Can you trigger ARFID as an adult? I started new medication few months back to my ADHD. I also have ASD. At first it decreased my appetite that was really a normal thing and to be expected, but soon everything started to taste too much and feel too much. I could no longer drink anything but water, no spices on anything etc. It progressively got worse and even being off the medication does not change it back. I eat only very few items of food, and with these I have no issues with appetite, I like to eat them, and I feel hunger too. Anything else I just simply can not eat, I feel like I am going to suffocate as it gets stuck in my throat or it tastes like it is going to make me sick and I end up vomiting.
I eat roasted beef (no seasonings but salt), cream, milk, onion, carrots, cherry tomatoes, cucumber, apple, pear, grapes, avocado, cashew, almond, chia seeds, sour cream. Some fruit purées meant for babies (it cannot have anything but fruit and no strawberries, banana or blueberries.)

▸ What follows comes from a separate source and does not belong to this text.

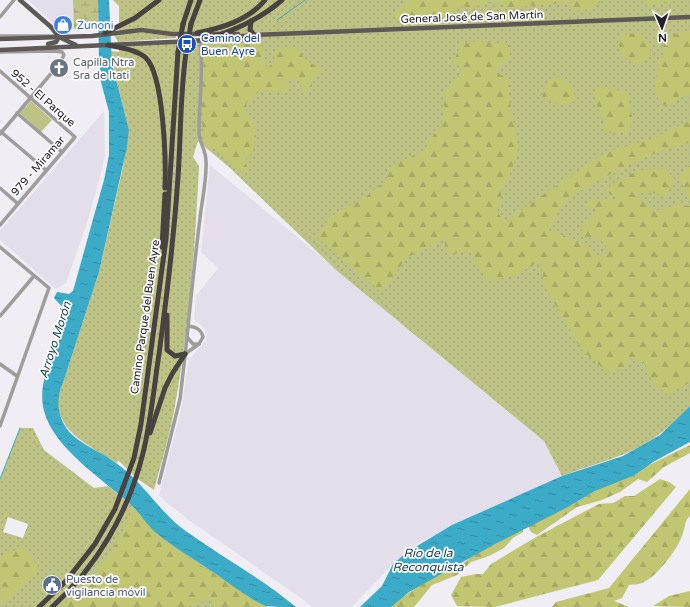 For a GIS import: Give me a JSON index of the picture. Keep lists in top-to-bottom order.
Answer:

I have never liked cold food or hot food, so everything must be room temperature (This is not new thing, it has been since I was a child). No mixing of foods, except cream and beef also carrots can be dipped to avocado purée.
All vegetables must be raw (onion is exception)
I taste even miniscule amounts of corn/rice/tapioca starch in fruit purées and it makes them impossible to eat if they have it.
I have not eaten out, have not gotten anything precooked from stores, no takeaways nothing. I used to order food at least once a week, now I have not ordered anything, because there is nothing I could order. I also prefer eating with my hands and feel the food before I put it my mouth, instead of using a fork. There is no way for me to have any social interactions that include food. I feel so lone in this, I have tried to search for therapist that would be specialized in something like this, but I have not found any. So I am pretty much on my own as long as I am not malnourished I will not get any help here.
Good things are that I have lost weight and have not had any b/p episodes (I have been bulimic for 13 years, this is my record of not b/p since diagnosis) but other people just do not get why I can not eat other foods, why it is simply impossible and even trying a bite is a lot to ask.